Animal Imitators
As we hurtle towards a high-tech future where everything seems possible, a growing number of people are choosing to correct what they’re convinced was nature’s big mistake. They’re asking, “Why be human when you know you’re not.”They’re pushing the boundaries of body modification and challenging nature’s limits carving and covering their flesh, trying to escape their human prison, trying to free the animal within.
In a house just outside of San Diego lived a cat with another cat unlike any other cat you’ve ever seen. Dennis Avner was a Native American man who went by the name Cat Man, or to his friends just plain Cat. Cat’s life dream was to transform himself into a tiger and he was well on the way.
He was a cat his entire life. He was always related to cats. He always had a close relationship with cats. He could walk into somebody’s house that had cats and go right up to their cats and they were becoming instant friends, and that also worked with wildcats, tigers, and other animals. He had a very strong instant relationship with them.
Cat had 12 operations and his latest was the implanted metal studs just above his upper lip to hold nylon whiskers. It was taking him a half hour to put them in, and a half hour or more to take them back out. They looked great, but it was a major pain to do it very often.
Cat began transforming himself with tattoos, then with surgery. The first modification he did was the ears. They actually had been done three times, three different procedures to get to the point. The teeth were going to be done as caps, but they had ended up done as dentures because his teeth were in pretty bad shape.
And he did the implant in the bridge of his nose to change the profile to make it more catlike, and along with that he cleft the lip to make it more catlike, and there was silicone injected in his upper lip, and his cheeks, and his chin to change the shape of his face a little more, and he had to get that done in Mexico because that’s illegal in the United States.

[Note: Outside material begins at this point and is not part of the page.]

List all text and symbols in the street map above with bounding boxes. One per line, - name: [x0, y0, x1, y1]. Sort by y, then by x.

Cat had a well-paying job as a computer technician. Most of what he earned he spent on becoming more tiger-like. He really didn’t want to know how much he spent on all that because it was a lot of money. He had better things to do than keep track how much he spent. He was moving forward. He didn’t care about what’s behind him.

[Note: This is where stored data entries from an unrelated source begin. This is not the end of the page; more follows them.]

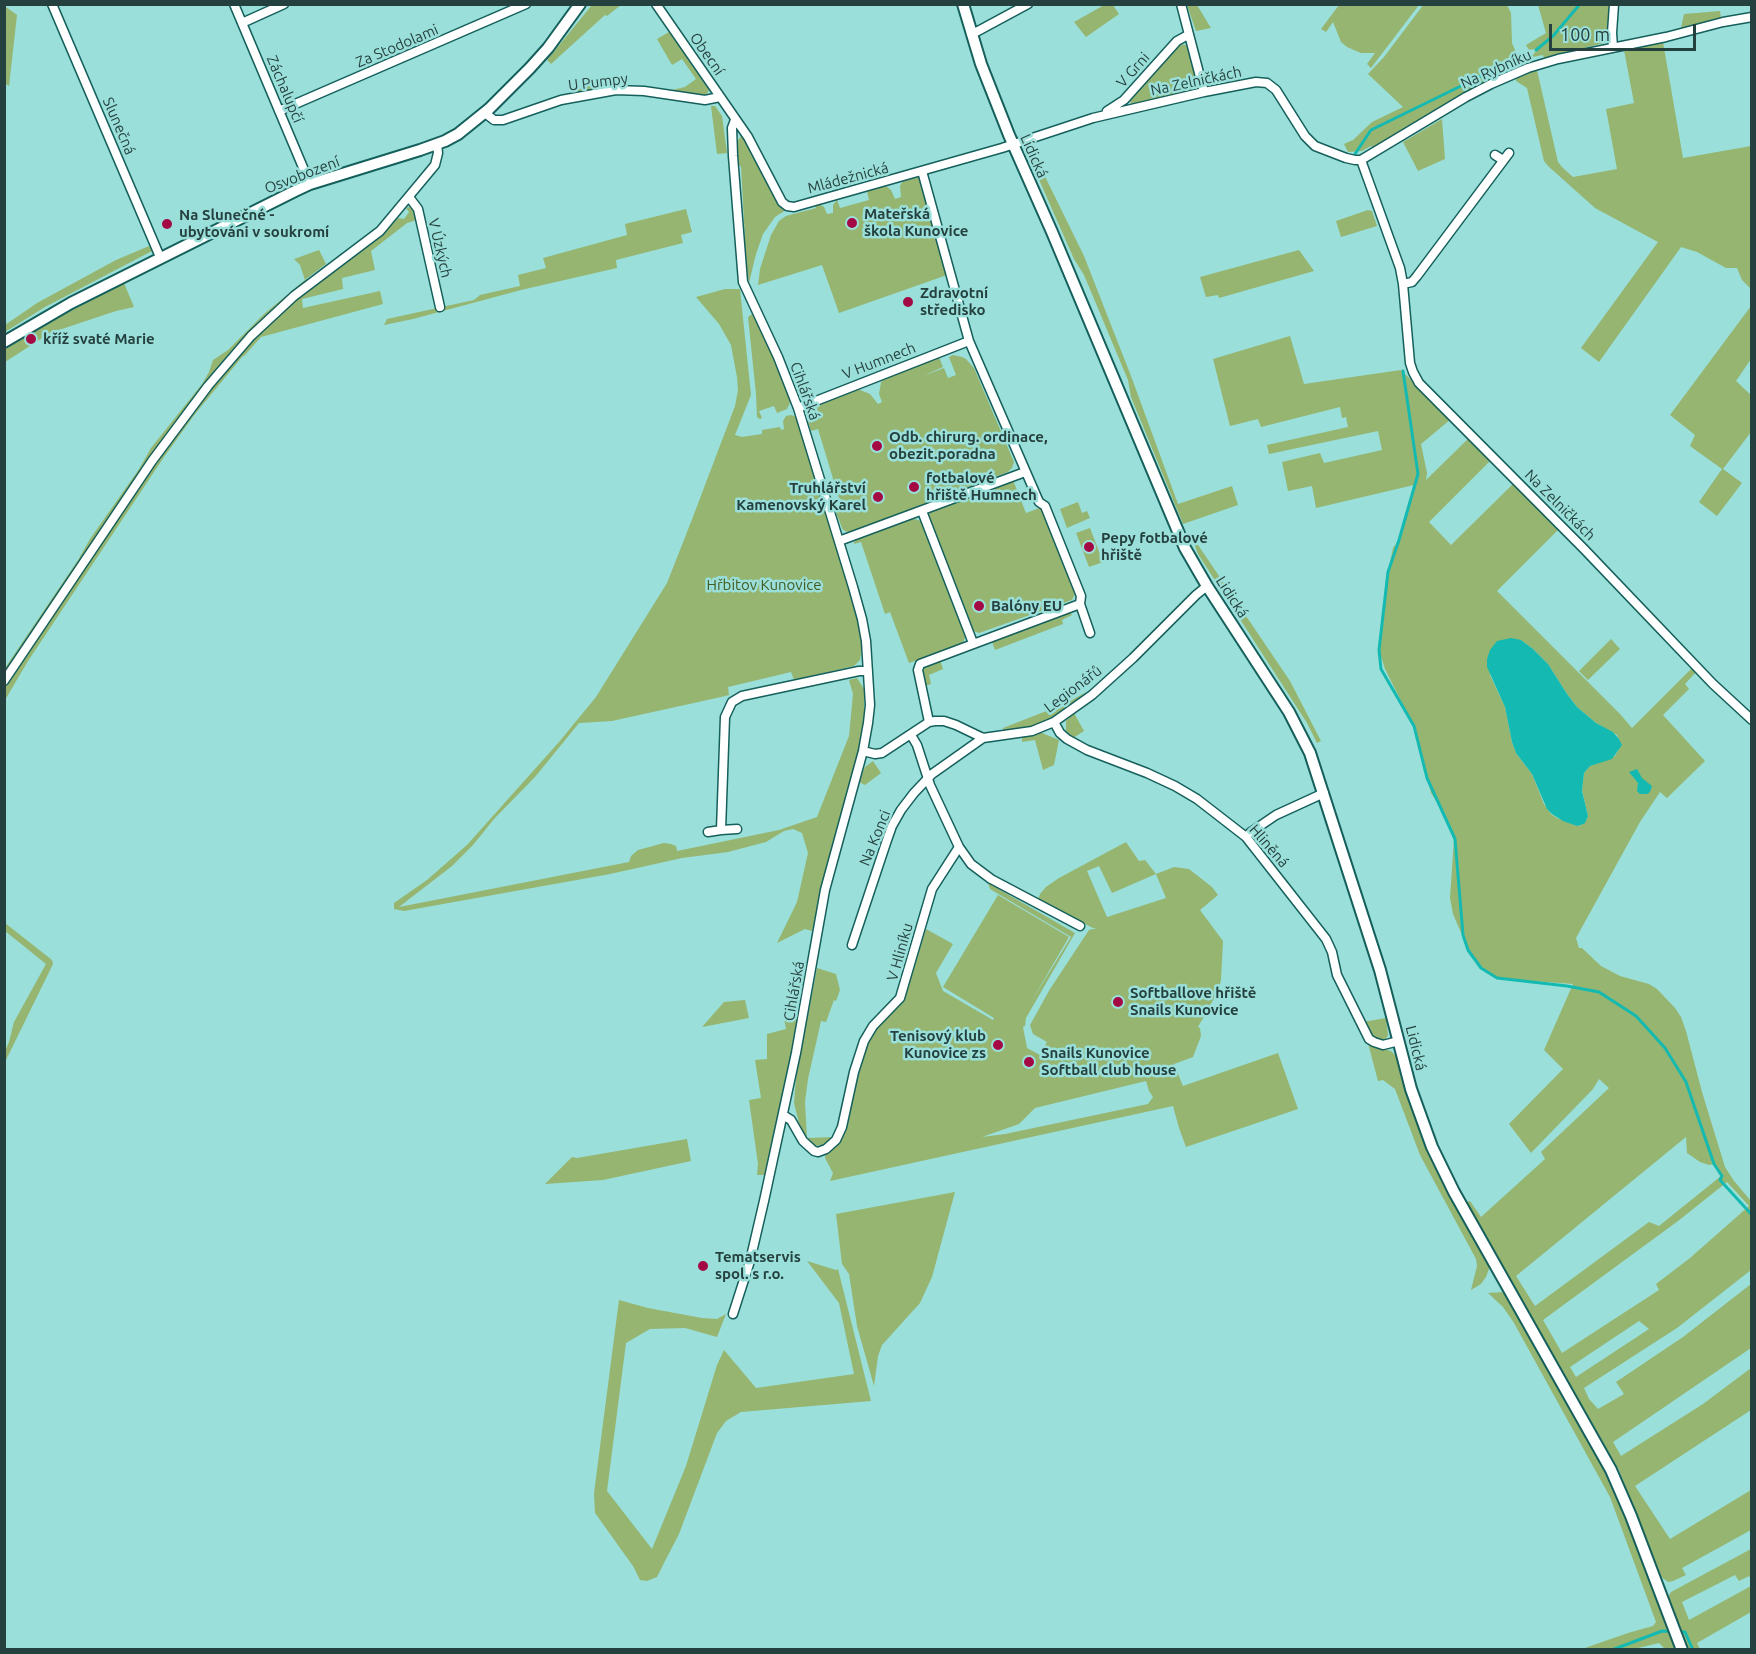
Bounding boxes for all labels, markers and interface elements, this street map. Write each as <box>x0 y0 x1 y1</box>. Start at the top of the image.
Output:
scale bar <box>1552 12 1699 50</box>
street label: Za Stodolami <box>353 21 441 71</box>
text: 100 m <box>1560 24 1610 44</box>
street label: Obecní <box>686 29 728 79</box>
street label: Na Rybníku <box>1458 45 1534 93</box>
street label: V Grni <box>1113 49 1153 91</box>
street label: Záchalupčí <box>263 53 307 125</box>
street label: Na Zelničkách <box>1149 63 1243 99</box>
street label: U Pumpy <box>567 69 629 95</box>
street label: Slunečná <box>99 95 139 157</box>
street label: Lidická <box>1016 131 1052 181</box>
street label: Osvobození <box>262 152 342 198</box>
street label: Mládežnická <box>806 159 890 197</box>
place label: Mateřská škola Kunovice <box>864 205 968 240</box>
place label: Na Slunečné - ubytováni v soukromí <box>179 206 329 241</box>
marker: Mateřská škola Kunovice <box>845 216 859 230</box>
marker: Na Slunečné - ubytováni v soukromí <box>160 217 174 231</box>
street label: V Úzkých <box>424 217 456 279</box>
place label: Zdravotní středisko <box>920 284 988 319</box>
marker: Zdravotní středisko <box>901 295 915 309</box>
place label: kříž svaté Marie <box>43 330 155 348</box>
marker: kříž svaté Marie <box>24 332 38 346</box>
street label: V Humnech <box>840 339 918 383</box>
street label: Cihlářská <box>786 359 824 423</box>
place label: Odb. chirurg. ordinace, obezit.poradna <box>889 428 1048 463</box>
marker: Odb. chirurg. ordinace, obezit.poradna <box>870 439 884 453</box>
street label: Na Zelničkách <box>1521 466 1599 544</box>
place label: fotbalové hřiště Humnech <box>926 469 1037 504</box>
place label: Truhlářství Kamenovský Karel <box>736 479 866 514</box>
marker: fotbalové hřiště Humnech <box>907 480 921 494</box>
marker: Truhlářství Kamenovský Karel <box>871 490 885 504</box>
place label: Pepy fotbalové hřiště <box>1101 529 1208 564</box>
marker: Pepy fotbalové hřiště <box>1082 540 1096 554</box>
street label: Lidická <box>1212 573 1252 621</box>
park label: Hřbitov Kunovice <box>706 576 822 594</box>
place label: Balóny EU <box>991 597 1062 615</box>
marker: Balóny EU <box>972 599 986 613</box>
street label: Legionářů <box>1041 662 1105 716</box>
street label: Na Konci <box>856 807 894 869</box>
street label: Hliněná <box>1245 821 1293 871</box>
street label: V Hliníku <box>883 921 917 983</box>
street label: Cihlářská <box>780 960 808 1022</box>
place label: Softballove hřiště Snails Kunovice <box>1130 984 1256 1019</box>
marker: Softballove hřiště Snails Kunovice <box>1111 995 1125 1009</box>
street label: Lidická <box>1402 1024 1430 1072</box>
place label: Tenisový klub Kunovice zs <box>890 1027 986 1062</box>
marker: Tenisový klub Kunovice zs <box>991 1038 1005 1052</box>
place label: Snails Kunovice Softball club house <box>1041 1044 1176 1079</box>
marker: Snails Kunovice Softball club house <box>1022 1055 1036 1069</box>
place label: Tematservis spol. s r.o. <box>715 1248 801 1283</box>
marker: Tematservis spol. s r.o. <box>696 1259 710 1273</box>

But Cat wasn’t transforming his body in a plastic surgery clinic. No plastic surgeon he contacted would even consider working on him. The man who was turning Cat into a Tiger works in Phoenix, but he isn’t a doctor.
His background is medical device design, medical instrument manufacturing, implants manufacturing, implant design, and stuff like that. In 1999, the Guinness Book of World Records cited Steve Haworth as the most successful body modification artist in the world.

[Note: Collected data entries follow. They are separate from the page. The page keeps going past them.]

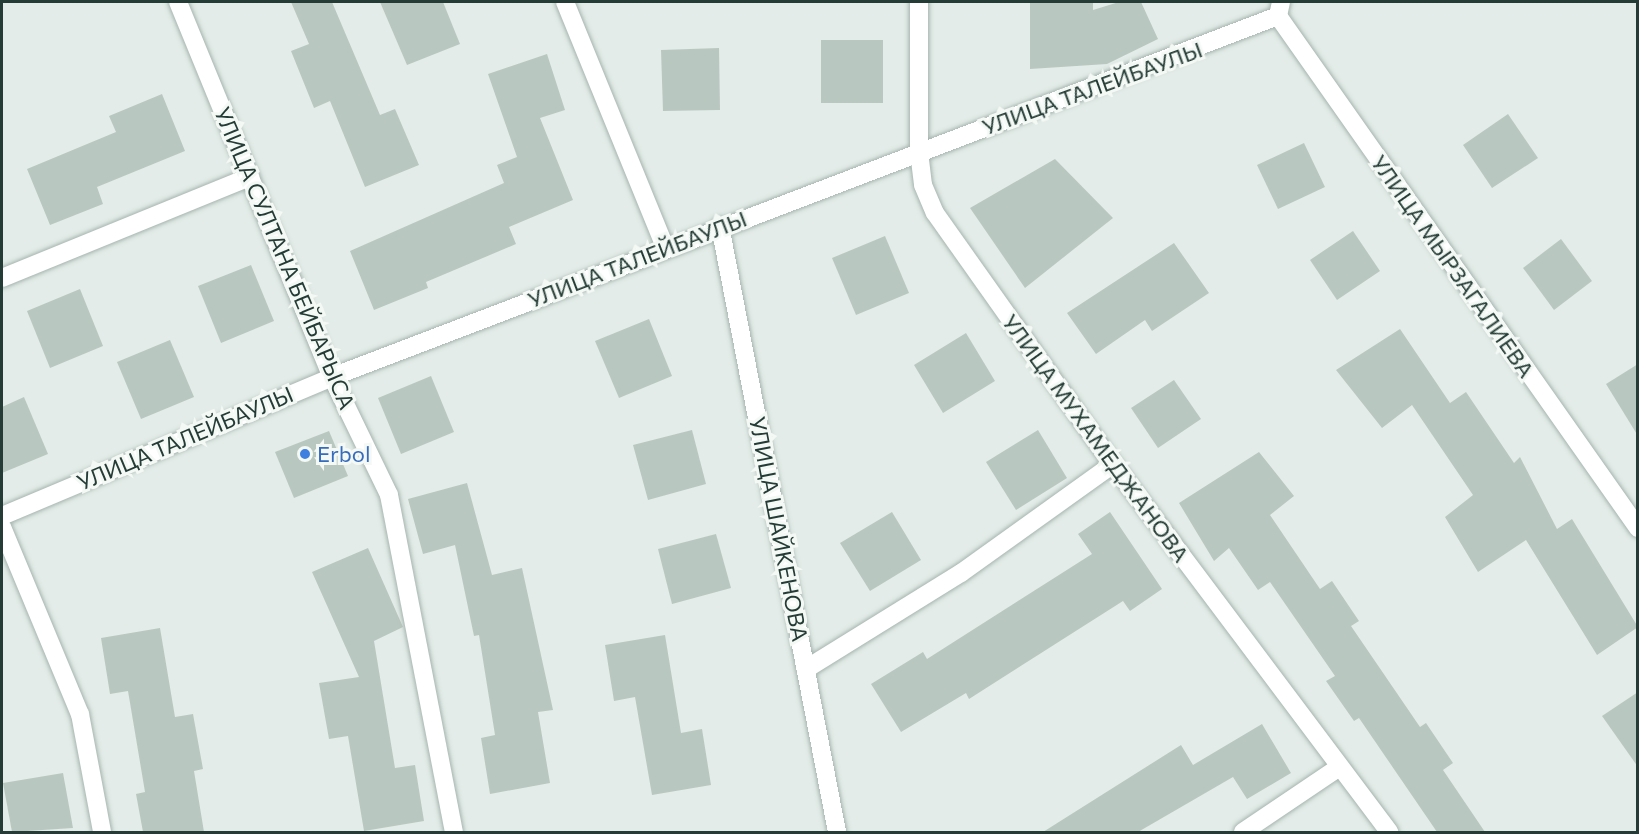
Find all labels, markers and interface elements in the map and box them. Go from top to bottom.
street label: УЛИЦА ТАЛЕЙБАУЛЫ [978,36,1206,140]
street label: УЛИЦА СУЛТАНА БЕЙБАРЫСА [209,103,361,413]
street label: УЛИЦА МЫРЗАГАЛИЕВА [1366,150,1540,382]
street label: УЛИЦА ТАЛЕЙБАУЛЫ [524,205,750,313]
street label: УЛИЦА МУХАМЕДЖАНОВА [997,309,1195,567]
street label: УЛИЦА ТАЛЕЙБАУЛЫ [73,380,297,496]
street label: УЛИЦА ШАЙКЕНОВА [744,414,814,644]
place label: Erbol [317,441,371,467]
marker: Erbol [298,447,312,461]

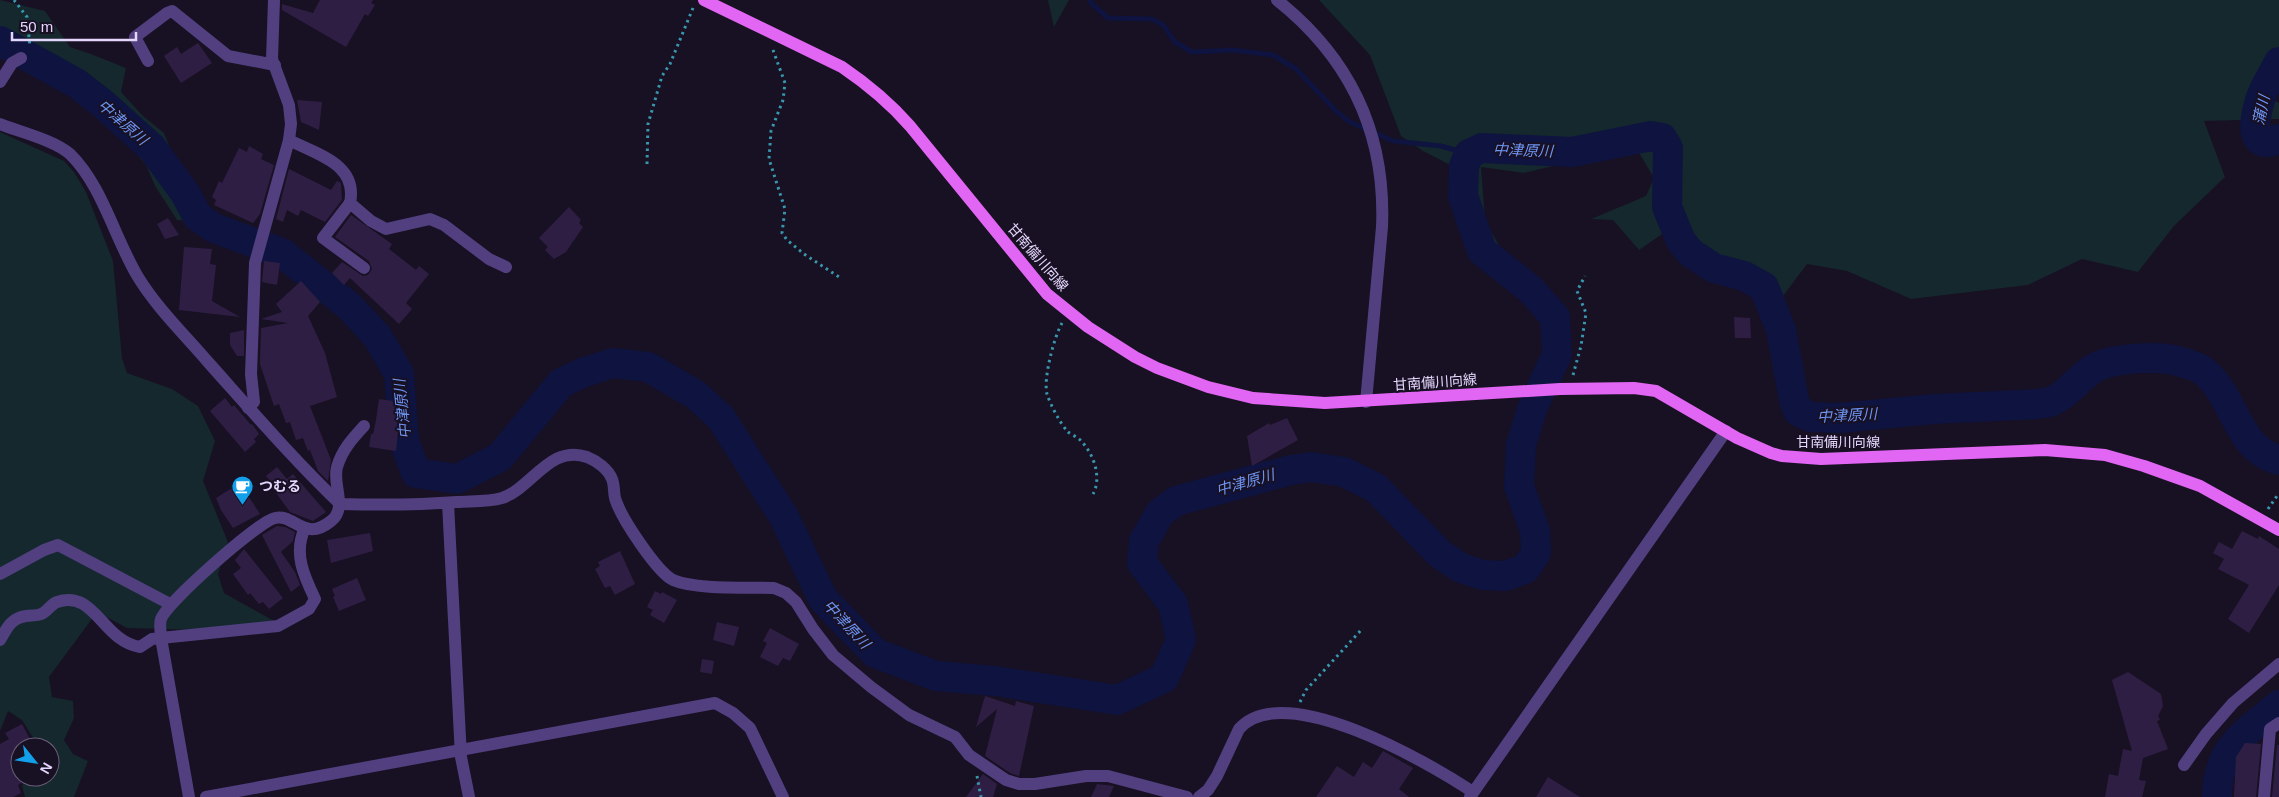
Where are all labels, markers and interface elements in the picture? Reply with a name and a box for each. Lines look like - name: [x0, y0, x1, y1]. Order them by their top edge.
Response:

He’s done probably 95% of the extreme modification that’s walking around. He’s modified people to look like fairies, elves, pixies, cats, and reptiles. Cat was at the extreme end of the scale. He had taken his modifications to the point that he was almost not of this world. It was so extreme and so nonhuman-like that you couldn’t expect people to not be completely shocked, and floored, and in awe at what they saw.